-------- DATA SEGMENT

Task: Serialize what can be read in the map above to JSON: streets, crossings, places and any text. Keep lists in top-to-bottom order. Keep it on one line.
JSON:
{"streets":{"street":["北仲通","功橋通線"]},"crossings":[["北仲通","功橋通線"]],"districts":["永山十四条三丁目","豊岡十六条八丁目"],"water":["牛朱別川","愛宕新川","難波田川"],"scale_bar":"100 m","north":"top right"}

----------------

*WORK INSTRUCTION:* Write out the data above once more, exactly as it stands.

*RESPONSE AREA:*
Task: Serialize what can be read in the map above to JSON: streets, crossings, places and any text. Keep lists in top-to-bottom order. Keep it on one line.
JSON:
{"streets":{"street":["北仲通","功橋通線"]},"crossings":[["北仲通","功橋通線"]],"districts":["永山十四条三丁目","豊岡十六条八丁目"],"water":["牛朱別川","愛宕新川","難波田川"],"scale_bar":"100 m","north":"top right"}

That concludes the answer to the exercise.